The foundational layer.
The thing that makes everything else possible.
And the customers? They're not just robotics startups.
They're gaming studios who want NPCs that feel alive.
Factory owners who need digital twins that predict failures before they happen.
Search and rescue teams who want drones that can navigate collapsed buildings without GPS.
This isn't about robots.
It's about making the world feel alive to machines.
Ethics & Nerve
I asked de Witte about military use.
"We drew a line," he said. "No lethal autonomy.
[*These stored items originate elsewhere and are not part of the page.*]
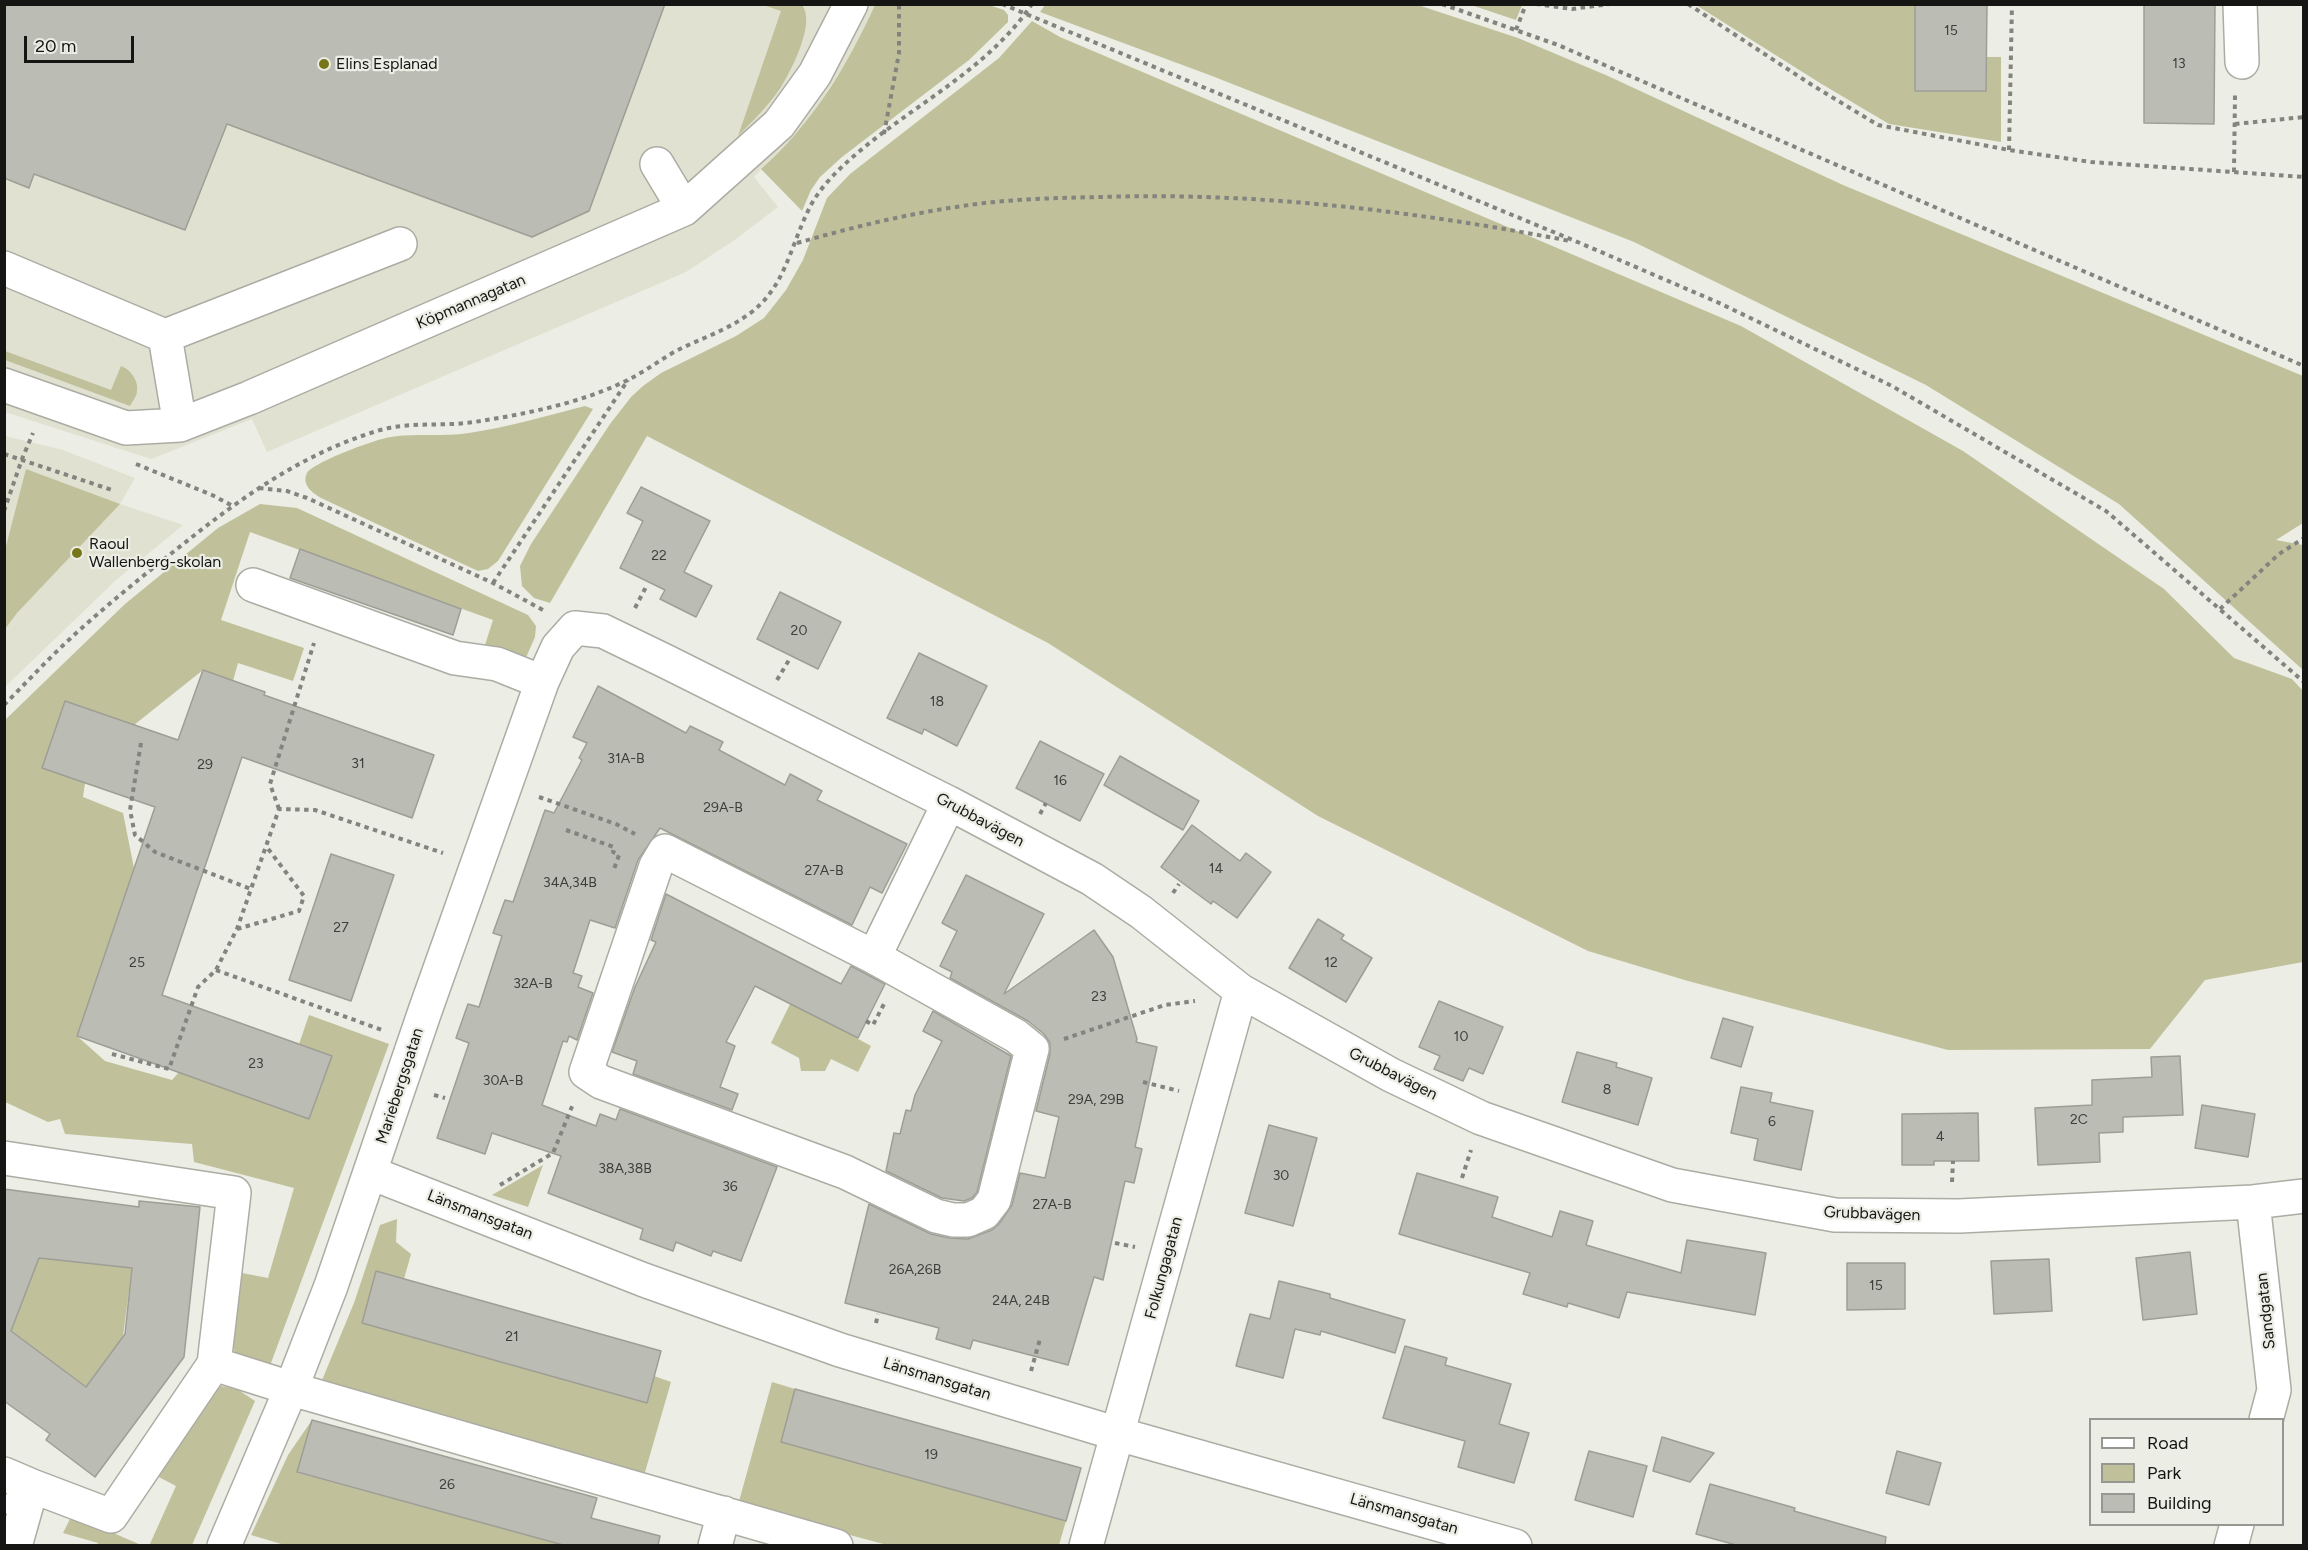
<!DOCTYPE html>
<meta charset="utf-8">
<style>
body{margin:0}
#map{position:relative;width:2308px;height:1550px;overflow:hidden;background:#ecede4;font-family:Figtree,sans-serif}
canvas{display:block}
.frame{position:absolute;inset:0;border:6px solid #151513;pointer-events:none}
.legend{position:absolute;left:2089px;top:1418px;width:195px;height:108px;box-sizing:border-box;background:#ecede4;border:2px solid #969790;margin:0;padding:8px 10px;list-style:none;font-size:18px;color:#151513}
.legend li{display:flex;align-items:center;gap:12px;height:30px}
.legend b{width:30px;border:2px solid #969790}
.scale{position:absolute;left:24px;top:36px;width:110px;height:27px;box-sizing:border-box;border:3px solid #151513;border-top:0;padding-left:8px;font-size:18px;line-height:21px;white-space:nowrap;color:#151513;-webkit-text-stroke:4px #ecede4;paint-order:stroke}
</style>
<div id="map">
<canvas width="2308" height="1550"></canvas>
<div class="frame"></div>
<ul class="legend">
<li><b style="height:8px;background:#fff"></b>Road</li>
<li><b style="height:16px;background:#c0c19b"></b>Park</li>
<li><b style="height:16px;background:#bbbcb3"></b>Building</li>
</ul>
<div class="scale">20 m</div>
</div>
<script>
const ctx = document.querySelector('canvas').getContext('2d');
ctx.lineJoin = 'round';
function paint(path, color) { ctx.fillStyle = color; ctx.fill(path, 'evenodd'); }
function trace(path, color, width, dash) { ctx.strokeStyle = color; ctx.lineWidth = width; ctx.lineCap = dash ? 'butt' : 'round'; ctx.setLineDash(dash || []); ctx.stroke(path); }
function drawText(font, color, halo, rows, align = 'center') {
  ctx.font = font + ' Figtree,sans-serif'; ctx.lineWidth = 4.5; ctx.setLineDash([]); ctx.textBaseline = 'middle'; ctx.strokeStyle = halo; ctx.fillStyle = color; for (const [text, x, y, turn = 0] of rows) {
    ctx.save(); ctx.translate(x, y); ctx.rotate((+turn || 0) * Math.PI / 180); ctx.textAlign = isNaN(turn) ? turn : align; if (halo) ctx.strokeText(text, 0, 0); ctx.fillText(text, 0, 0); ctx.restore();
  }
}
paint(new Path2D(`
 M 5,5 L 875,5 L 859,41 L 810,119 L 754,177 L 778,207 L 736,239 L 686,272 L 267,452 L 252,419 L 151,459 L 5,412 Z
 M 5,436 L 63,450 L 135,478 L 120,504 L 183,525 L 115,581 L 5,687 Z`), '#e0e1d1');
paint(new Path2D(`
 M 763,5 L 802,5 C 816,22 792,69 781,87 C 769,105 753,121 738,136 L 781,11 Z
 M 875,5 L 989,5 L 1004,10 L 1008,15 L 1008,22 L 969,60 L 842,157 L 820,177 L 811,190 L 802,211 L 761,169 C 813,123 847,66 875,5 Z
 M 1045,5 L 1418,5 L 1518,38 L 1608,76 L 1843,185 L 2303,376 L 2303,523 L 2276,540 L 2303,545 L 2303,670 L 2119,504 L 1926,385 L 1634,242 L 1212,76 L 1040,12 Z
 M 1471,5 L 1522,4 L 1522,5 L 1516,20 Z
 M 1696,5 L 1915,5 L 1915,91 L 1986,91 L 1986,57 L 2001,57 L 2001,142 L 1889,124 L 1820,83 Z
 M 1032,21 L 1060,37 L 1741,326 L 1963,451 L 2164,589 L 2234,658 L 2292,679 L 2304,692 L 2303,962 L 2205,980 L 2150,1049 L 1948,1050 L 1688,981 L 1588,951 L 1318,816 L 1048,643 L 647,436 L 550,603 L 534,598 L 522,586 L 520,566 L 531,544 L 610,424 L 631,397 L 643,386 L 661,373 L 736,336 L 764,318 L 786,290 L 803,260 L 827,198 L 850,174 L 999,58 Z
 M 5,351 L 111,390 L 121,366 C 130,369 139,381 137,391 C 137,396 132,402 130,406 L 5,360 Z
 M 585,406 L 593,409 L 498,561 L 488,569 L 478,571 L 321,498 C 313,493 301,485 307,473 C 314,462 376,439 391,437 C 416,433 443,437 469,433 C 508,427 547,416 585,406 Z
 M 26,469 L 120,504 L 17,613 L 5,629 L 5,550 Z
 M 260,504 L 297,508 L 528,615 L 536,626 L 535,637 L 524,662 L 484,648 L 493,620 L 250,532 L 221,620 L 304,648 L 293,681 L 238,663 L 233,681 L 203,670 L 134,725 L 65,701 L 42,768 L 85,783 L 83,797 L 123,813 L 134,868 L 77,1036 L 105,1061 L 172,1080 L 179,1072 L 309,1118 L 332,1056 L 299,1044 L 309,1015 L 389,1044 L 271,1363 L 255,1364 L 235,1353 L 231,1340 L 237,1272 L 268,1278 L 294,1188 L 194,1162 L 192,1144 L 65,1134 L 60,1119 L 48,1122 L 5,1102 L 5,720 L 125,604 L 218,528 Z
 M 791,1002 L 871,1046 L 858,1072 L 831,1059 L 825,1071 L 801,1071 L 799,1058 L 771,1043 Z
 M 543,1165 L 528,1207 L 492,1195 Z
 M 397,1219 L 396,1242 L 411,1254 L 404,1279 L 376,1271 L 362,1323 L 646,1402 L 654,1376 L 671,1382 L 643,1479 L 320,1385 L 354,1303 L 380,1225 Z
 M 5,1254 L 132,1268 L 123,1336 L 86,1387 L 5,1327 L 4,1302 L 20,1307 L 30,1281 L 5,1270 Z
 M 772,1382 L 795,1389 L 781,1442 L 1066,1521 L 1059,1545 L 887,1545 L 738,1505 Z
 M 221,1386 L 237,1389 L 255,1401 L 192,1545 L 149,1546 L 176,1486 L 153,1474 L 207,1399 Z
 M 312,1420 L 298,1473 L 563,1545 L 288,1546 L 251,1535 L 288,1455 Z
 M 72,1515 L 141,1545 L 97,1545 L 98,1543 L 63,1533 Z`), '#c0c19b');
const building = new Path2D(`
 M 4,4 L 665,4 L 589,211 L 532,237 L 227,124 L 185,230 L 34,174 L 29,188 L 4,178 Z
 M 1915,4 L 1987,4 L 1986,91 L 1915,91 Z
 M 2144,4 L 2215,4 L 2214,124 L 2144,123 Z
 M 641,487 L 710,521 L 684,572 L 712,586 L 696,617 L 660,599 L 665,590 L 620,568 L 643,521 L 627,513 Z
 M 300,549 L 461,609 L 453,635 L 290,578 Z
 M 780,592 L 841,622 L 818,669 L 757,639 Z
 M 919,653 L 987,686 L 957,746 L 924,729 L 922,734 L 887,718 Z
 M 203,670 L 265,692 L 264,695 L 434,755 L 412,818 L 242,757 L 197,890 L 162,995 L 332,1056 L 309,1119 L 77,1036 L 155,807 L 42,768 L 65,701 L 178,740 Z
 M 598,686 L 686,733 L 690,726 L 723,742 L 719,750 L 785,785 L 790,774 L 822,791 L 817,800 L 907,844 L 882,893 L 870,887 L 852,925 L 660,828 L 638,860 L 615,928 L 590,920 L 573,973 L 582,976 L 578,987 L 593,993 L 577,1040 L 569,1036 L 567,1042 L 563,1041 L 542,1105 L 596,1126 L 600,1114 L 616,1120 L 620,1109 L 777,1167 L 741,1261 L 713,1251 L 711,1256 L 676,1242 L 673,1251 L 640,1239 L 643,1229 L 548,1193 L 561,1156 L 492,1133 L 485,1154 L 437,1138 L 469,1043 L 456,1038 L 468,1004 L 479,1007 L 502,936 L 493,933 L 505,900 L 513,902 L 545,810 L 554,813 L 582,760 L 579,758 L 587,743 L 573,737 Z
 M 1040,741 L 1104,774 L 1080,821 L 1016,788 Z
 M 1120,756 L 1199,801 L 1183,830 L 1104,785 Z
 M 1192,825 L 1240,861 L 1246,853 L 1271,872 L 1237,918 L 1213,901 L 1211,904 L 1161,867 Z
 M 331,854 L 394,875 L 351,1001 L 289,980 Z
 M 966,875 L 1044,914 L 1004,994 L 1094,930 L 1113,957 L 1137,1039 L 1136,1042 L 1157,1047 L 1135,1147 L 1142,1149 L 1134,1183 L 1125,1181 L 1103,1280 L 1094,1277 L 1068,1365 L 973,1340 L 970,1349 L 936,1339 L 939,1328 L 845,1303 L 869,1204 L 931,1234 L 949,1238 L 968,1239 L 992,1230 L 999,1224 L 1012,1205 L 1020,1173 L 1045,1178 L 1059,1117 L 1036,1111 L 1050,1054 L 1050,1043 L 1044,1034 L 1028,1021 L 950,978 L 952,972 L 940,966 L 957,931 L 942,923 Z
 M 666,894 L 841,984 L 851,966 L 885,984 L 858,1038 L 755,986 L 726,1042 L 735,1046 L 720,1087 L 738,1094 L 732,1110 L 633,1074 L 637,1061 L 612,1052 L 635,987 L 656,942 L 651,940 Z
 M 1318,919 L 1344,935 L 1341,939 L 1372,958 L 1346,1002 L 1289,968 Z
 M 1439,1001 L 1503,1027 L 1483,1074 L 1469,1068 L 1463,1081 L 1434,1069 L 1440,1056 L 1419,1047 Z
 M 933,1011 L 1011,1056 L 977,1192 L 972,1198 L 964,1201 L 942,1198 L 886,1171 L 894,1133 L 900,1134 L 906,1110 L 911,1111 L 915,1095 L 942,1041 L 923,1031 Z
 M 1723,1018 L 1753,1027 L 1741,1067 L 1711,1058 Z
 M 1577,1052 L 1617,1063 L 1616,1067 L 1652,1078 L 1638,1125 L 1562,1102 Z
 M 2180,1056 L 2183,1115 L 2123,1117 L 2123,1132 L 2099,1133 L 2100,1162 L 2038,1165 L 2035,1108 L 2092,1105 L 2092,1080 L 2152,1077 L 2151,1057 Z
 M 1741,1087 L 1772,1093 L 1770,1102 L 1813,1111 L 1801,1170 L 1754,1160 L 1758,1139 L 1731,1133 Z
 M 2202,1105 L 2255,1114 L 2248,1157 L 2195,1148 Z
 M 1978,1113 L 1979,1161 L 1934,1161 L 1934,1165 L 1902,1165 L 1902,1114 Z
 M 1269,1125 L 1317,1138 L 1293,1226 L 1245,1213 Z
 M 1417,1173 L 1498,1197 L 1492,1217 L 1552,1237 L 1560,1211 L 1593,1221 L 1586,1245 L 1681,1273 L 1687,1240 L 1766,1253 L 1755,1315 L 1627,1292 L 1619,1318 L 1568,1303 L 1567,1307 L 1523,1294 L 1530,1273 L 1399,1234 Z
 M 4,1189 L 139,1207 L 139,1201 L 200,1207 L 184,1357 L 95,1477 L 46,1440 L 50,1434 L 4,1401 ZM 39,1258 L 132,1268 L 125,1334 L 86,1387 L 11,1331 Z
 M 2190,1252 L 2197,1314 L 2143,1320 L 2136,1258 Z
 M 2049,1259 L 2052,1311 L 1994,1314 L 1991,1261 Z
 M 1847,1263 L 1905,1263 L 1905,1309 L 1847,1310 Z
 M 376,1271 L 661,1351 L 647,1403 L 362,1323 Z
 M 1279,1281 L 1330,1294 L 1330,1298 L 1405,1320 L 1395,1353 L 1321,1331 L 1320,1335 L 1295,1329 L 1283,1378 L 1236,1366 L 1250,1314 L 1270,1319 Z
 M 1405,1346 L 1447,1358 L 1445,1365 L 1511,1384 L 1499,1424 L 1529,1433 L 1514,1483 L 1458,1467 L 1465,1441 L 1383,1418 Z
 M 795,1389 L 1081,1468 L 1066,1521 L 781,1442 Z
 M 312,1420 L 597,1498 L 591,1518 L 660,1536 L 658,1545 L 563,1545 L 297,1472 Z
 M 1662,1437 L 1714,1453 L 1690,1482 L 1653,1471 Z
 M 1589,1451 L 1647,1466 L 1633,1517 L 1575,1500 Z
 M 1897,1451 L 1941,1463 L 1929,1505 L 1886,1493 Z
 M 1710,1484 L 1795,1508 L 1794,1511 L 1886,1537 L 1885,1545 L 1736,1545 L 1696,1534 Z`);
paint(building, '#bbbcb3');
trace(building, '#9e9e96', 1.5);
const minor = new Path2D(`
 M 2240,4 L 2242,62
 M 657,164 L 684,209
 M 4,268 L 165,336 L 400,244
 M 165,336 L 180,425
 M 4,385 L 126,428 L 180,425 L 249,398 L 684,209 L 779,124 L 815,74 L 851,4
 M 253,585 L 455,658 L 497,664 L 542,682
 M 665,851 L 874,957 L 1016,1036 L 1032,1049 L 994,1200 L 984,1213 L 968,1220 L 953,1220 L 936,1216 L 845,1172 L 601,1082 L 586,1072 L 656,866 Z
 M 874,957 L 949,803
 M 4,1158 L 234,1193 L 214,1364 L 111,1516 L 32,1486 L 15,1546
 M 371,1173 L 644,1280 L 840,1350 L 1118,1434 L 1515,1546
 M 2253,1202 L 2274,1390 L 2266,1420
 M 214,1364 L 309,1394 L 836,1546
 M 4,1474 L 32,1486 L 20,1504
 M 224,1546 L 291,1389 L 331,1286 L 425,1011 L 542,682 L 558,647 L 575,628 L 603,631 L 665,661 L 949,803 L 1092,879 L 1141,912 L 1241,991 L 1391,1075 L 1481,1118 L 1672,1185 L 1835,1215 L 1959,1216 L 2253,1202 L 2304,1196
 M 715,1546 L 724,1513
 M 1086,1546 L 1241,991
 M 2231,1546 L 2237,1524`);
trace(minor, '#acaca4', 36);
trace(new Path2D(`
 M 1002,4 L 1580,243 L 1717,302 L 1892,386 L 2106,511 L 2304,682
 M 1442,4 L 1558,45 L 2304,366
 M 1536,4 L 1572,9 L 1610,4
 M 1688,4 L 1812,85 L 1878,125 L 2009,150 L 2091,162 L 2304,177
 M 1516,30 L 1526,4
 M 2235,124 L 2304,117
 M 884,134 L 899,53 L 899,4
 M 2009,150 L 2012,4
 M 2234,172 L 2235,94
 M 797,243 C 850,228 902,215 956,207 C 1004,199 1053,198 1101,197 C 1260,192 1414,211 1570,241
 M 4,454 L 115,491
 M 136,464 L 212,495 L 231,505
 M 259,488 L 287,491 L 307,498 L 493,583 L 543,610
 M 4,511 L 22,459 L 33,433
 M 493,583 L 628,380
 M 635,608 L 647,585
 M 2220,609 L 2279,554 L 2304,538
 M 777,680 L 789,660
 M 4,705 C 27,682 49,658 73,636 C 108,604 145,574 182,545 C 242,497 304,453 377,431 C 409,421 442,427 474,422 C 526,414 582,403 630,379 C 645,371 659,361 674,352 C 699,339 726,331 749,314 C 785,288 790,247 809,209 C 817,192 831,177 845,164 C 904,109 986,73 1032,4
 M 141,743 L 130,810 L 135,835 L 155,852 L 251,889
 M 539,797 L 616,824 L 635,834
 M 279,809 L 270,784 L 314,643
 M 1040,814 L 1046,803
 M 566,830 L 614,847 L 613,852 L 619,855 L 614,869
 M 1173,893 L 1179,884
 M 237,929 L 299,911 L 304,896 L 266,846
 M 216,970 L 382,1030
 M 866,1021 L 873,1025 L 885,1002
 M 1064,1039 L 1165,1005 L 1195,1001
 M 112,1054 L 169,1069 L 198,987 L 216,970 L 237,929 L 279,809 L 315,810 L 443,853
 M 1143,1082 L 1179,1091
 M 434,1095 L 445,1098
 M 1462,1178 L 1471,1150
 M 1952,1182 L 1953,1161
 M 500,1185 L 553,1153 L 573,1104
 M 1115,1243 L 1135,1247
 M 876,1323 L 878,1314
 M 1031,1371 L 1040,1339`), '#84847f', 4, [4.5, 4.5]);
trace(minor, '#fff', 33);
for (const [x, y, r, color] of [
 [324,64,6,"#77761b"],
 [77,553,6,"#77761b"]
]) { const dot = new Path2D(); dot.arc(x, y, r, 0, 2 * Math.PI); ctx.fillStyle = color; ctx.fill(dot); trace(dot, '#ecede4', 2); }
drawText('14px', '#3e3f3b', null, [
 ["15",1951,31],
 ["13",2179,64],
 ["22",659,556],
 ["20",799,631],
 ["18",937,702],
 ["31A-B",626,759],
 ["31",358,764],
 ["29",205,765],
 ["16",1060,781],
 ["29A-B",723,808],
 ["14",1216,869],
 ["27A-B",824,871],
 ["34A,34B",570,883],
 ["27",341,928],
 ["25",137,963],
 ["12",1331,963],
 ["32A-B",533,984],
 ["23",1099,997],
 ["10",1461,1037],
 ["23",256,1064],
 ["30A-B",503,1081],
 ["8",1607,1090],
 ["29A, 29B",1096,1100],
 ["2C",2079,1120],
 ["6",1772,1122],
 ["4",1940,1137],
 ["38A,38B",625,1169],
 ["30",1281,1176],
 ["36",730,1187],
 ["27A-B",1052,1205],
 ["26A,26B",915,1270],
 ["15",1876,1286],
 ["24A, 24B",1021,1301],
 ["21",512,1337],
 ["19",931,1455],
 ["26",447,1485]
]);
drawText('16px', '#151513', '#ecede4', [
 ["Elins Esplanad",336,64],
 ["Raoul",89,544],
 ["Wallenberg-skolan",89,562]
], 'left');
drawText('16px', '#151513', '#ecede4', [
 ["Köpmannagatan",471,302,-23],
 ["Grubbavägen",980,820,28],
 ["Grubbavägen",1393,1074,27],
 ["Mariebergsgatan",400,1086,-72],
 ["Grubbavägen",1872,1214,2],
 ["Länsmansgatan",480,1215,21],
 ["Folkungagatan",1164,1268,-75],
 ["Sandgatan",2266,1311,-96],
 ["Länsmansgatan",937,1379,17],
 ["Länsmansgatan",1404,1514,16]
]);
</script>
Ever."
He didn't say it like a PR statement.
He said it like someone who's seen what happens when technology escapes its ethics.
He spent three years with Doctors Without Borders.
His chief of staff quit Palantir over ICE.
This isn't a Silicon Valley startup pretending to be ethical.
It's a Dutch engineer who grew up on RuneScape servers and decided the future shouldn't be built by people who don't care who gets left behind.
That's why they launched Nerve.
A jobs platform for gamers.
Not to replace them.
To give them a stake.
You used to earn XP.
Now you can earn a paycheck.
Label data. Teleoperate a robot. Train the next model.
It's not charity.
It's justice.
The Open Question
Is this real?
Can a model trained on Fortnite really generalize to a warehouse floor?
Can a quadruped that learned to walk from 200 million hours of gameplay handle snow?
Rain?
A broken stair?
I don't know.
But I know this: the only thing more dangerous than a machine that thinks like a human… is a machine that acts like one.
And if General Intuition is right?
The next wave of AI won't be smarter.
It'll be more alive.
And we'll have gamers to thank for it.